__Dataset content__
§ §

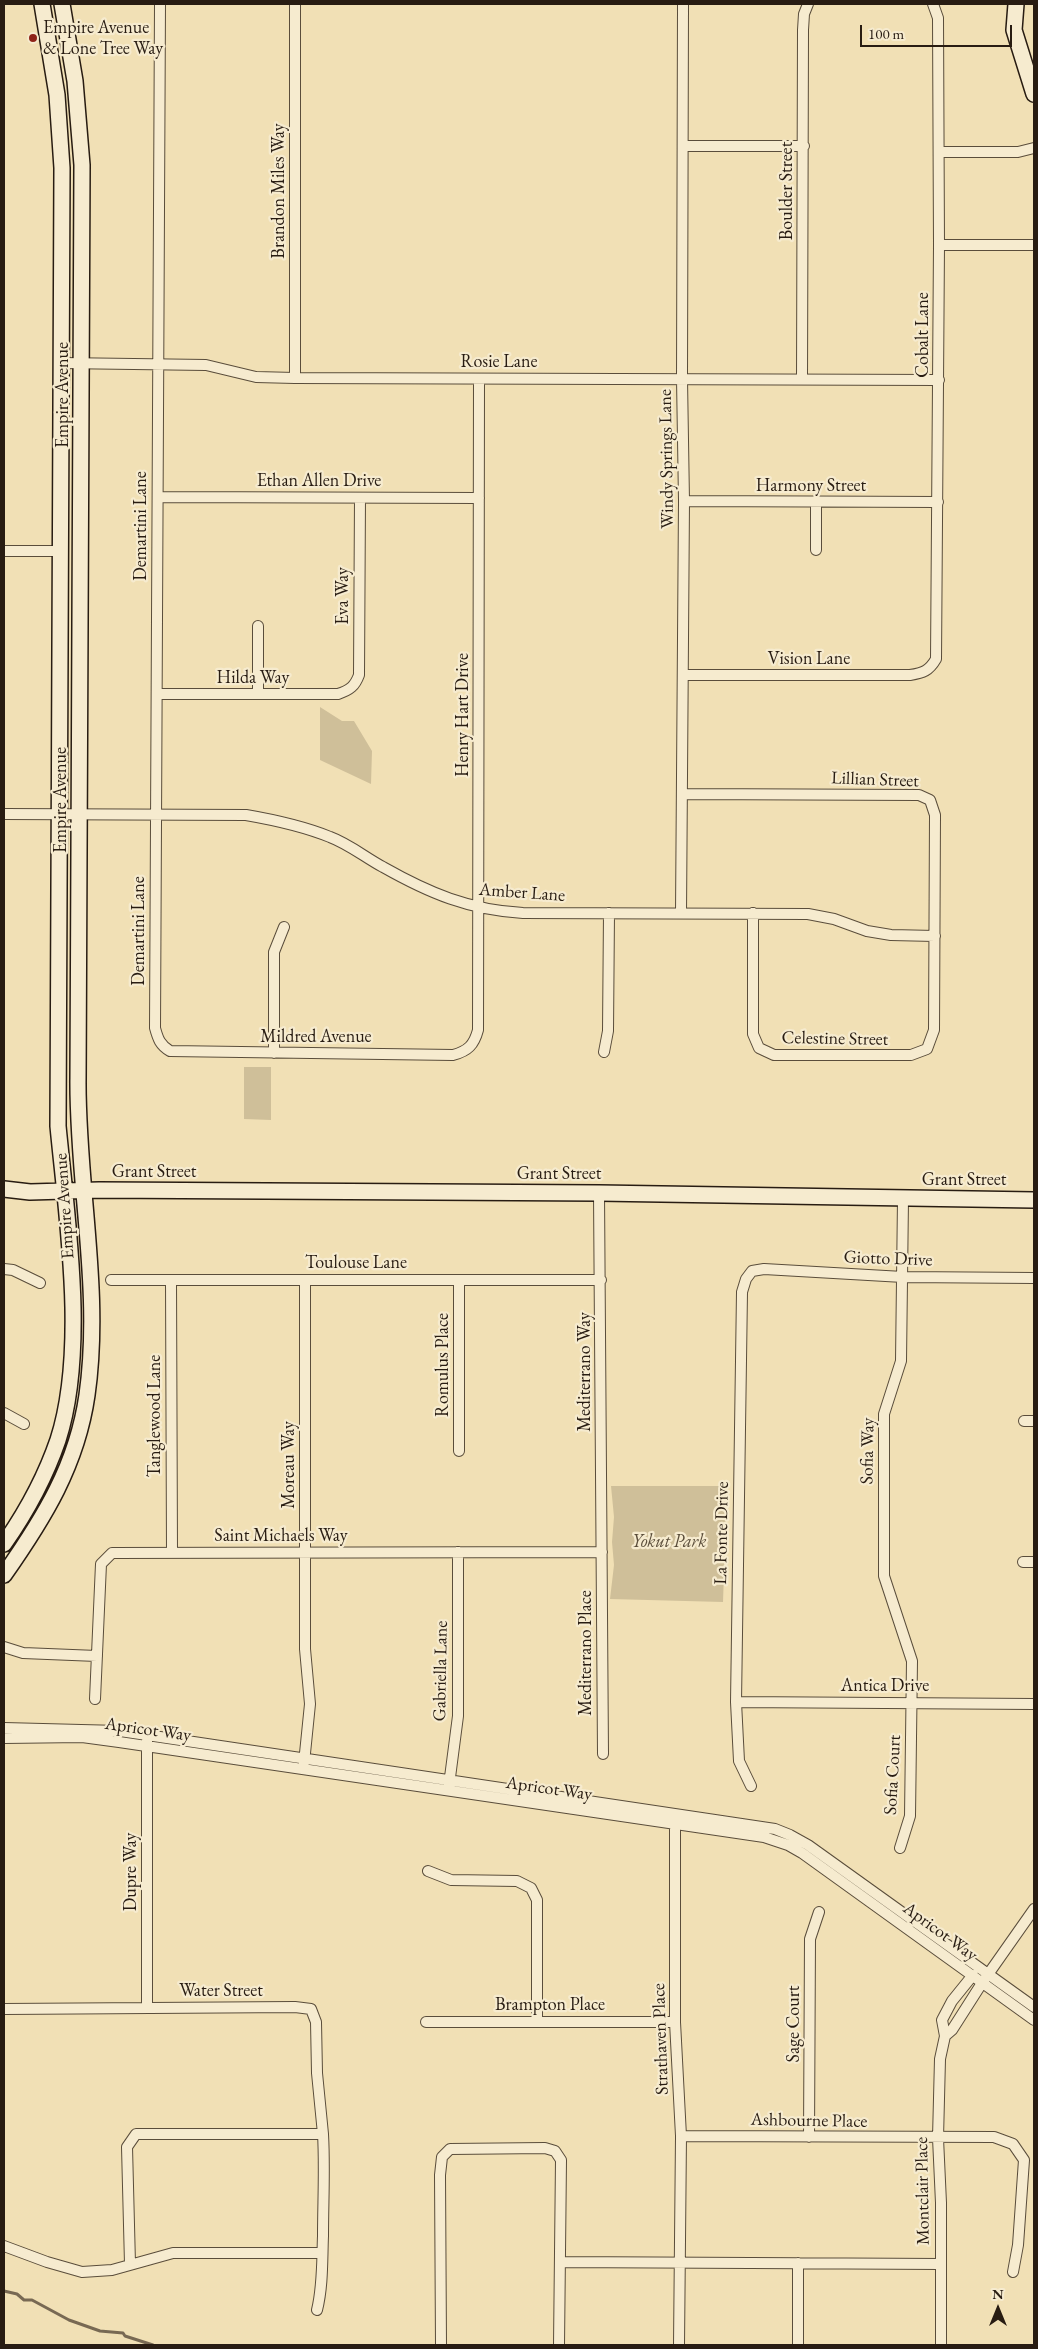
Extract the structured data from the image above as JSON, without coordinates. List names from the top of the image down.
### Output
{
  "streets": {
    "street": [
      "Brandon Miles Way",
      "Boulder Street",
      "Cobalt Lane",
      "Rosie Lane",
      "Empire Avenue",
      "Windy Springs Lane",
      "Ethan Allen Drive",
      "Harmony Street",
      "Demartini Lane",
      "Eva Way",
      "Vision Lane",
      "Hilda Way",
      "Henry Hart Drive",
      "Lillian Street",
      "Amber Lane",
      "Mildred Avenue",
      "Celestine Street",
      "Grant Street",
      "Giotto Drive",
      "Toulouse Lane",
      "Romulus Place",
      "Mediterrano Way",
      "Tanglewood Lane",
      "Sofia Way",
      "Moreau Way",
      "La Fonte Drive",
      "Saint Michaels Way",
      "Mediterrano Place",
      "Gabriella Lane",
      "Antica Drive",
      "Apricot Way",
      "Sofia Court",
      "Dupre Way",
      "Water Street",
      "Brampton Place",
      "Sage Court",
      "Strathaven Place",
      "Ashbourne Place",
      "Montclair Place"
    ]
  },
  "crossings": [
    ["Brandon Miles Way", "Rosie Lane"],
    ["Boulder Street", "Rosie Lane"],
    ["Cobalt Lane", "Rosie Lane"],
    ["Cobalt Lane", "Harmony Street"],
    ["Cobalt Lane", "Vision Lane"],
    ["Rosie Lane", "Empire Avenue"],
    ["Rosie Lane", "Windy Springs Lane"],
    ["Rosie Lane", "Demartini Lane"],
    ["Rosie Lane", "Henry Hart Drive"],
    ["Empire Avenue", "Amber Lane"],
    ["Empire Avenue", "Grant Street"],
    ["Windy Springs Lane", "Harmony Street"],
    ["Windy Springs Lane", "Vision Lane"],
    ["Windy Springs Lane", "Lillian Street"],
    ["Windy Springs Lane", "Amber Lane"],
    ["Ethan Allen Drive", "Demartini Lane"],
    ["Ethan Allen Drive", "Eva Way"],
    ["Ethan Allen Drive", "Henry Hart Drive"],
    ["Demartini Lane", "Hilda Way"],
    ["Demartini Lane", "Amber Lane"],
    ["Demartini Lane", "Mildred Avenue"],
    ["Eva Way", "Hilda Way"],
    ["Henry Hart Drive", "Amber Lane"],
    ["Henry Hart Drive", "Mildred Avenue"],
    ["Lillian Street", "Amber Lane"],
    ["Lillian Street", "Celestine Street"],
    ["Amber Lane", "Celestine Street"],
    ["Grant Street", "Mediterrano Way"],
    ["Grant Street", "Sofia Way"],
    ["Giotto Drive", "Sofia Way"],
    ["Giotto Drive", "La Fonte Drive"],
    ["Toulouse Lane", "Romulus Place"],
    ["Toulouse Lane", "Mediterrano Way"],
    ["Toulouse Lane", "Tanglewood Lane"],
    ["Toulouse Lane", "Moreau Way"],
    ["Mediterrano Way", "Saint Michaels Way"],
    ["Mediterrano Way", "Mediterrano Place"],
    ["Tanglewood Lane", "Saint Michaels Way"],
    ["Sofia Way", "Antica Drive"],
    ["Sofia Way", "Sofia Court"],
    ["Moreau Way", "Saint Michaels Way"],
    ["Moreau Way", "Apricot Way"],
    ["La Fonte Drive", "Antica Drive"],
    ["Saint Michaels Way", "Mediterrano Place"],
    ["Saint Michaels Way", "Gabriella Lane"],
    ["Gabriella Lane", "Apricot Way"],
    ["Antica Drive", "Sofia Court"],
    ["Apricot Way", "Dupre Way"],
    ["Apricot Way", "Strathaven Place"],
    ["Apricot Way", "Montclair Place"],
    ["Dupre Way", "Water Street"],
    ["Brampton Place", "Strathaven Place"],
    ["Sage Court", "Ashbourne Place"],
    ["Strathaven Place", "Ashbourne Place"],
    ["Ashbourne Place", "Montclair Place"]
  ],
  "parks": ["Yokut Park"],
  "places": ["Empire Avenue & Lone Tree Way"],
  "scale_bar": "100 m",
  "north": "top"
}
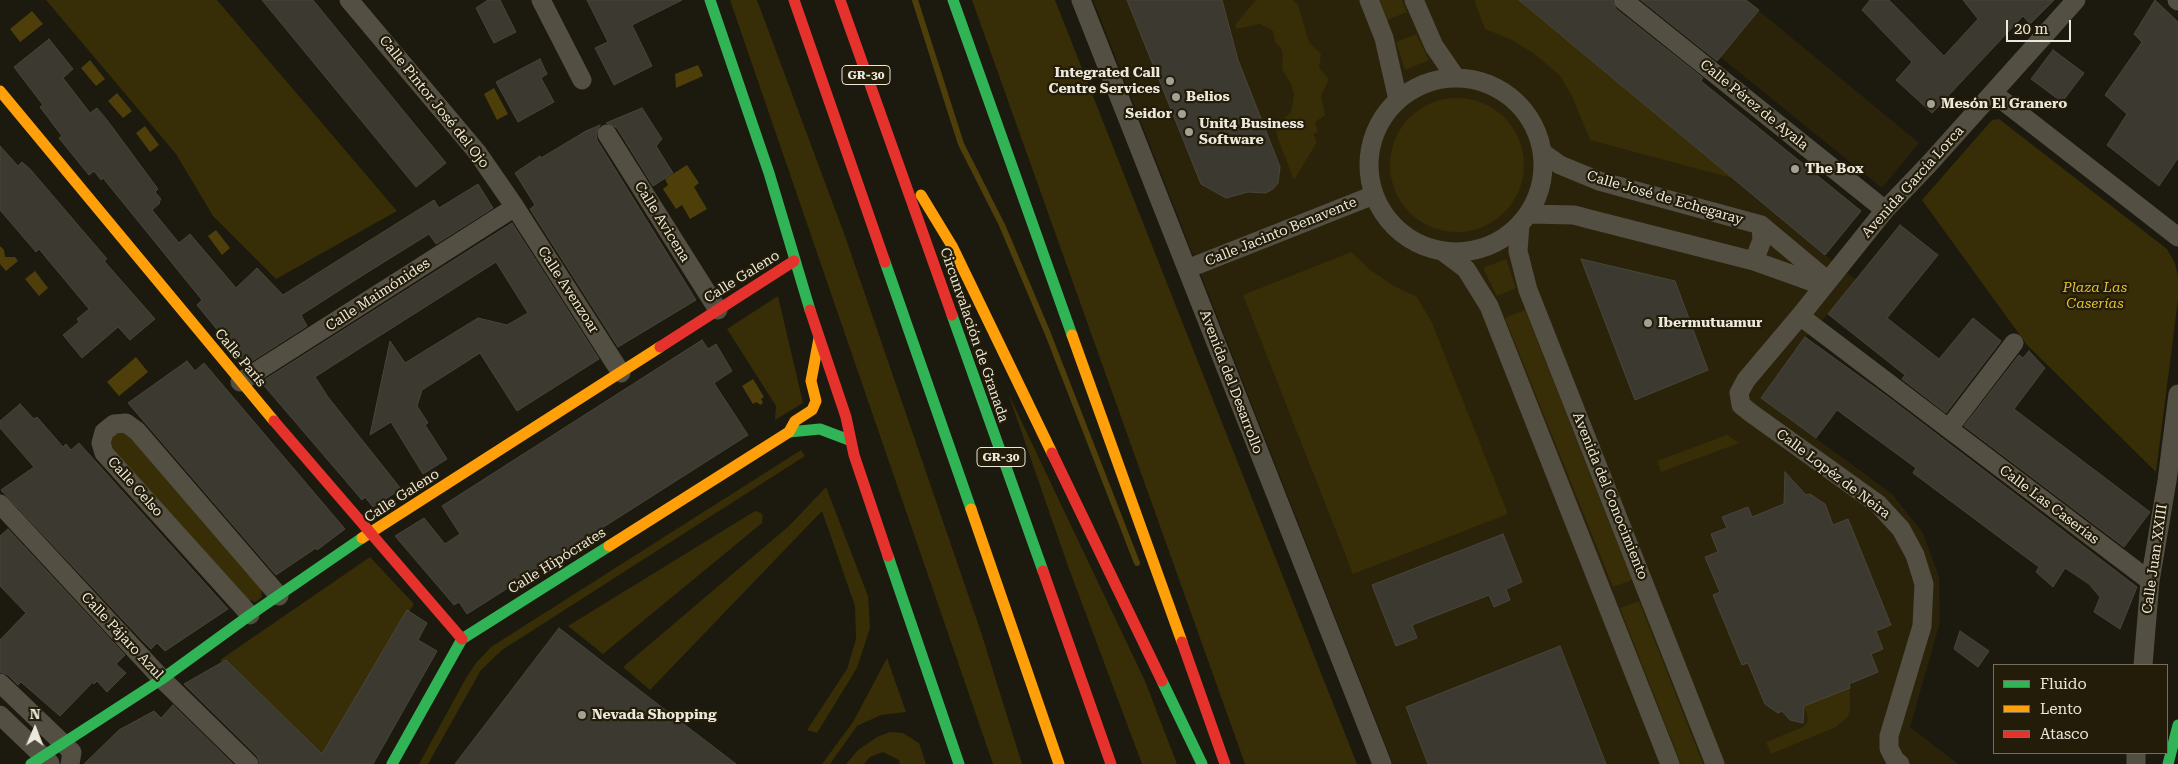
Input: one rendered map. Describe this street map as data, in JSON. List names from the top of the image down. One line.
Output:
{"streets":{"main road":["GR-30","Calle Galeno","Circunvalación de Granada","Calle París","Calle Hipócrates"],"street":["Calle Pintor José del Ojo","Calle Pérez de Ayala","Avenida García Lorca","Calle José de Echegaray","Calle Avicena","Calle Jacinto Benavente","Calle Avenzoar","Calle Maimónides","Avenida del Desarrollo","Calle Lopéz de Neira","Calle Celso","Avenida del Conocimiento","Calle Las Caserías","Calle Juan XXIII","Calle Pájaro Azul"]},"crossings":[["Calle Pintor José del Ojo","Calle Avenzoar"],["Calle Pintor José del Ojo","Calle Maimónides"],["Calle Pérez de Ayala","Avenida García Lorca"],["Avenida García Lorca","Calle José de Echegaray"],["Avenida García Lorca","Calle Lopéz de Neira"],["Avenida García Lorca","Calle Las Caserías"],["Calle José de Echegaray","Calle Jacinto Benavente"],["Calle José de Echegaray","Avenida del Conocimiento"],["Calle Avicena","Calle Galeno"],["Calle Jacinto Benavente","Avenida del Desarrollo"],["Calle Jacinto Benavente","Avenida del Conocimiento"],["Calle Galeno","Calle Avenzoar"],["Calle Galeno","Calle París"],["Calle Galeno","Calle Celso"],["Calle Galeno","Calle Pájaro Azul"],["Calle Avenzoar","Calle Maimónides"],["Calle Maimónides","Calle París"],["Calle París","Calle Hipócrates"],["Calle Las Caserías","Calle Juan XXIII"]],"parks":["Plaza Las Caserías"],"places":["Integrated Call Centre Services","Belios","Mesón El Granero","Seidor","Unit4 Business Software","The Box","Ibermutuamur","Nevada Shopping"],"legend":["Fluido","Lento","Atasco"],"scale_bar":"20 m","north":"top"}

§ §

In the records above, find each line that mentions the string "Henry", then copy it.

__Response__
      "Henry Hart Drive",
    ["Rosie Lane", "Henry Hart Drive"],
    ["Ethan Allen Drive", "Henry Hart Drive"],
    ["Henry Hart Drive", "Amber Lane"],
    ["Henry Hart Drive", "Mildred Avenue"],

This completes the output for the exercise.